1: Getting the big picture — what is Artificial Intelligence?
Artificial Intelligence (AI) is a sector characterised by buzzwords and hype — so how do you cut through the noise?  Think of AI as the superset — and everything else being a subset of it.  Put another way, AI is the universe and things like Machine Learning, Neural Networks and Deep Learning are the solar systems that it’s made up of. 

Figure 1.  The AI ‘universe’ is the superset of which Machine Learning,
Artificial Neural Networks, and Deep Learning are subsets


Broken-down in more detail AI and its main components stack up like this:

Artificial Intelligence is the theory and delivery of computer systems that perform functions we normally associate with human intelligence — things like vision, speech recognition, translation, and decision making.  The type of AI we see in consumer and business applications today is typically a single-solution tool, created to solve a unique problem — for example; sat-nav route planning, recommendation engines, and voice response PAs like Apple’s Siri.  Each performs a narrowly defined task very well.  All were considered futuristic once, but are now a part of everyday life.

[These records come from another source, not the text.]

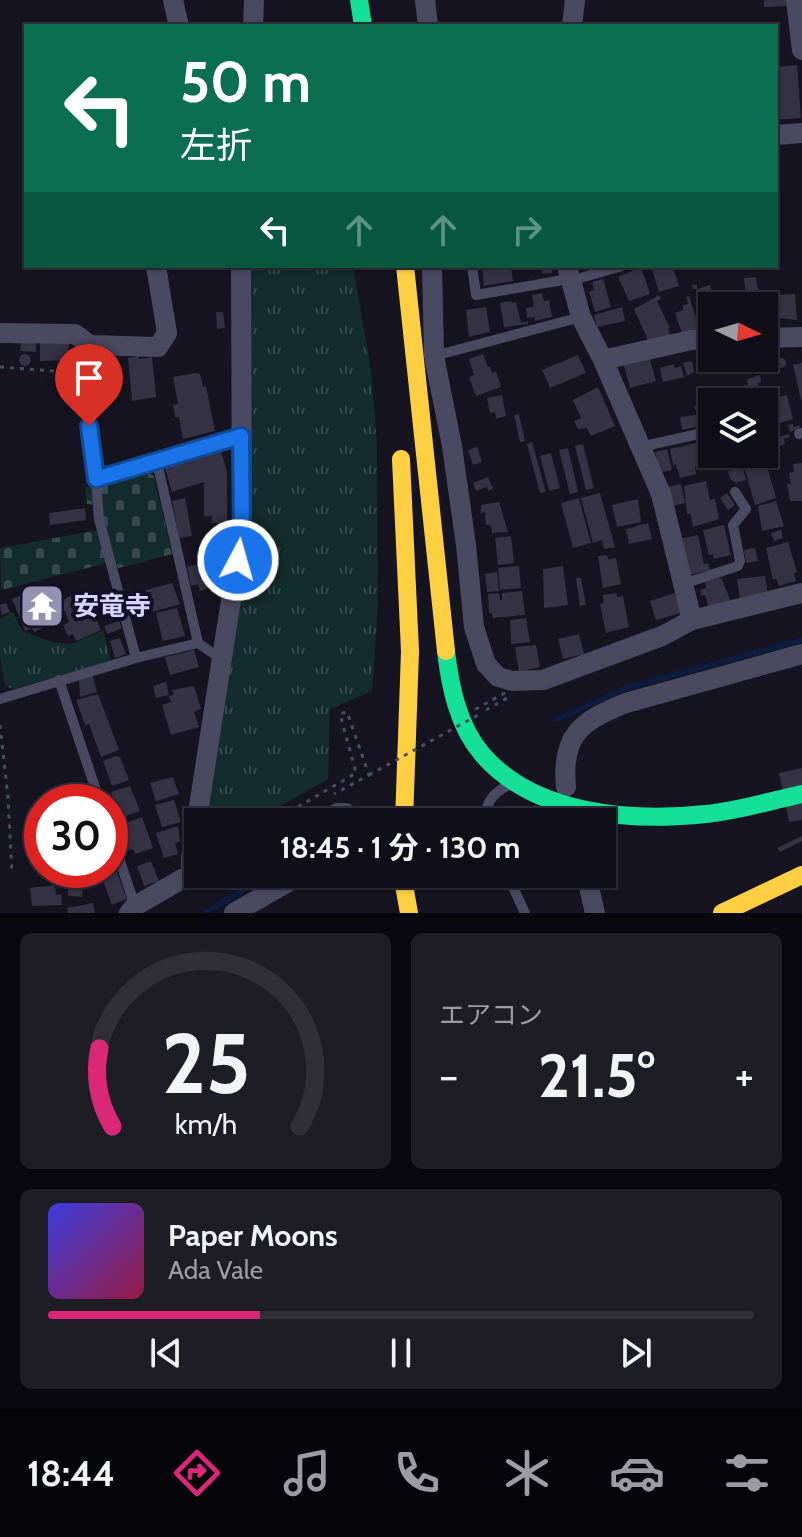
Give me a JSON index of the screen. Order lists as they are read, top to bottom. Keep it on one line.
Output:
{"places":{"temple":["安竜寺"]},"north":"right","page":{"turn":["50 m","左折"],"limit":"30","trip":"18:45 · 1 分 · 130 m","tile":"エアコン","heat":["−","21.5°","+"],"song":["Paper Moons","Ada Vale"],"tabs":"18:44","gauge":["25","km/h"]}}
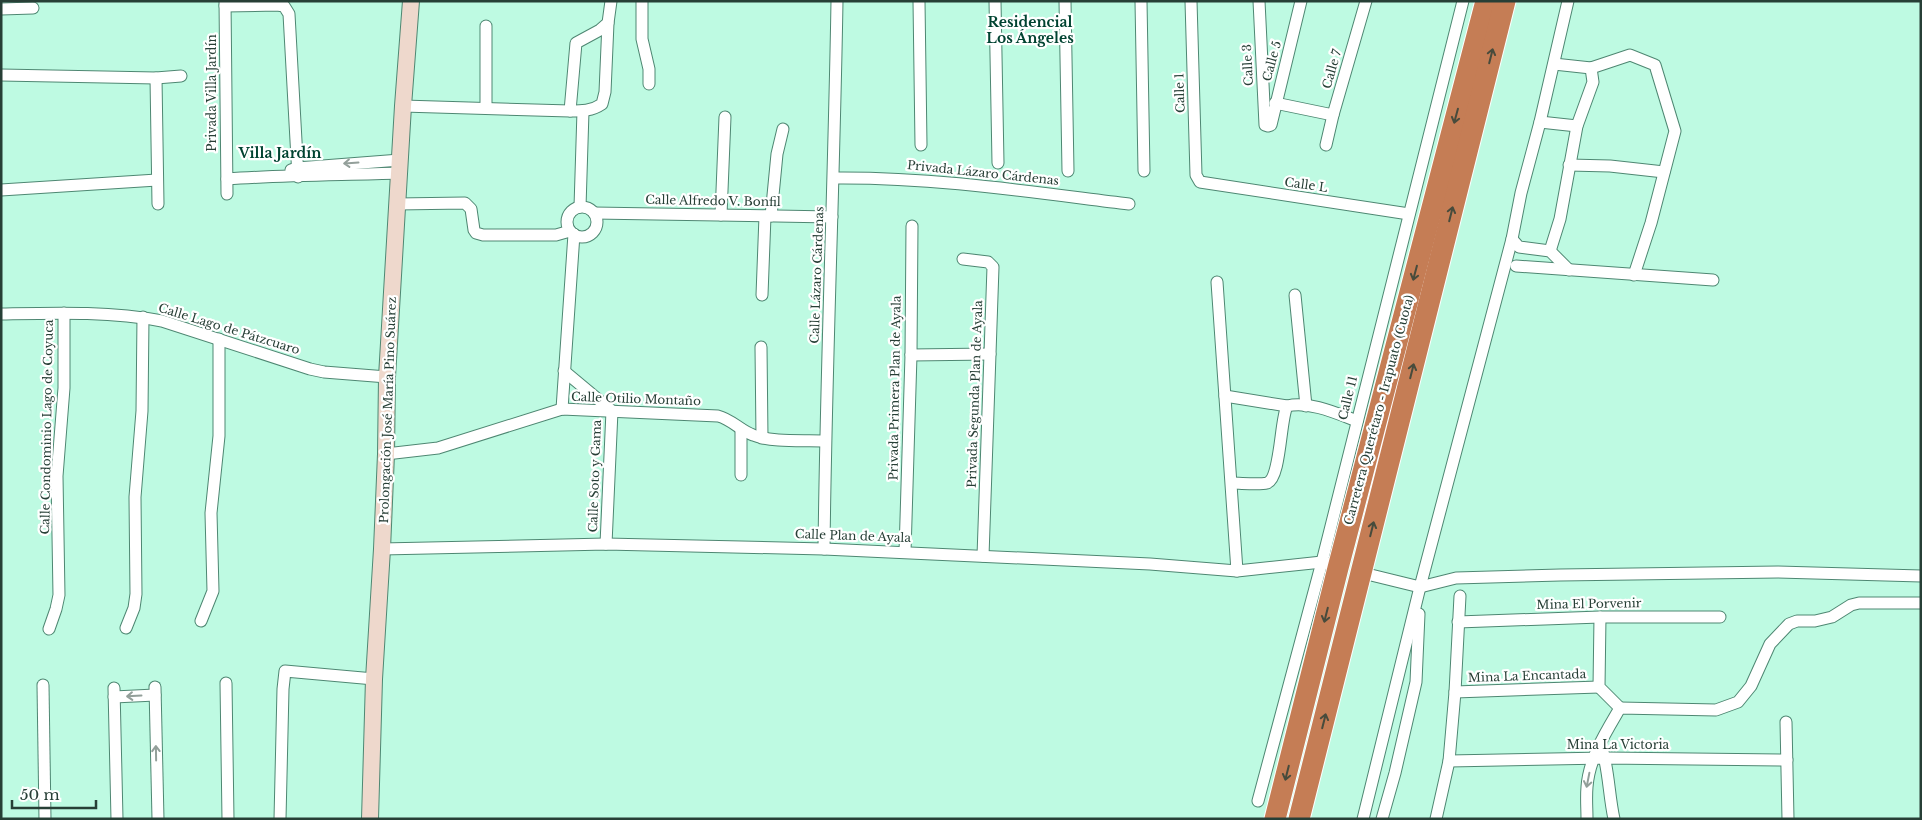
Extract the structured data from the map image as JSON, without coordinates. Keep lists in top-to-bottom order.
{
  "streets": {
    "highway": ["Carretera Querétaro - Irapuato (Cuota)"],
    "main road": ["Prolongación José María Pino Suárez"],
    "street": [
      "Calle 5",
      "Calle 3",
      "Calle 7",
      "Privada Villa Jardín",
      "Calle 1",
      "Privada Lázaro Cárdenas",
      "Calle L",
      "Calle Alfredo V. Bonfil",
      "Calle Lázaro Cárdenas",
      "Calle Lago de Pátzcuaro",
      "Privada Primera Plan de Ayala",
      "Privada Segunda Plan de Ayala",
      "Calle 11",
      "Calle Otilio Montaño",
      "Calle Condominio Lago de Coyuca",
      "Calle Soto y Gama",
      "Calle Plan de Ayala",
      "Mina El Porvenir",
      "Mina La Encantada",
      "Mina La Victoria"
    ]
  },
  "crossings": [
    ["Calle 5", "Calle 3"],
    ["Calle 1", "Calle L"],
    ["Privada Lázaro Cárdenas", "Calle Lázaro Cárdenas"],
    ["Calle L", "Calle 11"],
    ["Calle Alfredo V. Bonfil", "Calle Lázaro Cárdenas"],
    ["Calle Lázaro Cárdenas", "Calle Otilio Montaño"],
    ["Calle Lázaro Cárdenas", "Calle Plan de Ayala"],
    ["Calle Lago de Pátzcuaro", "Prolongación José María Pino Suárez"],
    ["Calle Lago de Pátzcuaro", "Calle Condominio Lago de Coyuca"],
    ["Privada Primera Plan de Ayala", "Calle Plan de Ayala"],
    ["Privada Segunda Plan de Ayala", "Calle Plan de Ayala"],
    ["Calle 11", "Calle Plan de Ayala"],
    ["Calle Otilio Montaño", "Prolongación José María Pino Suárez"],
    ["Calle Otilio Montaño", "Calle Soto y Gama"],
    ["Prolongación José María Pino Suárez", "Calle Plan de Ayala"],
    ["Calle Soto y Gama", "Calle Plan de Ayala"]
  ],
  "districts": ["Residencial Los Ángeles", "Villa Jardín"],
  "scale_bar": "50 m"
}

Machine Learning.  All you have to do is give the machine access to data and it will learn for itself right? Not quite.  Machine learning can be supervised — where a learning dataset is analysed first, and its learnings applied to new input data and predictions made.  Or it can be unsupervised, where desired outcomes are not known in advance and input data is unlabelled.  With unsupervised machine learning, the goal is not the production of a ‘right’ answer, but instead to learn more about the characteristics of the data itself.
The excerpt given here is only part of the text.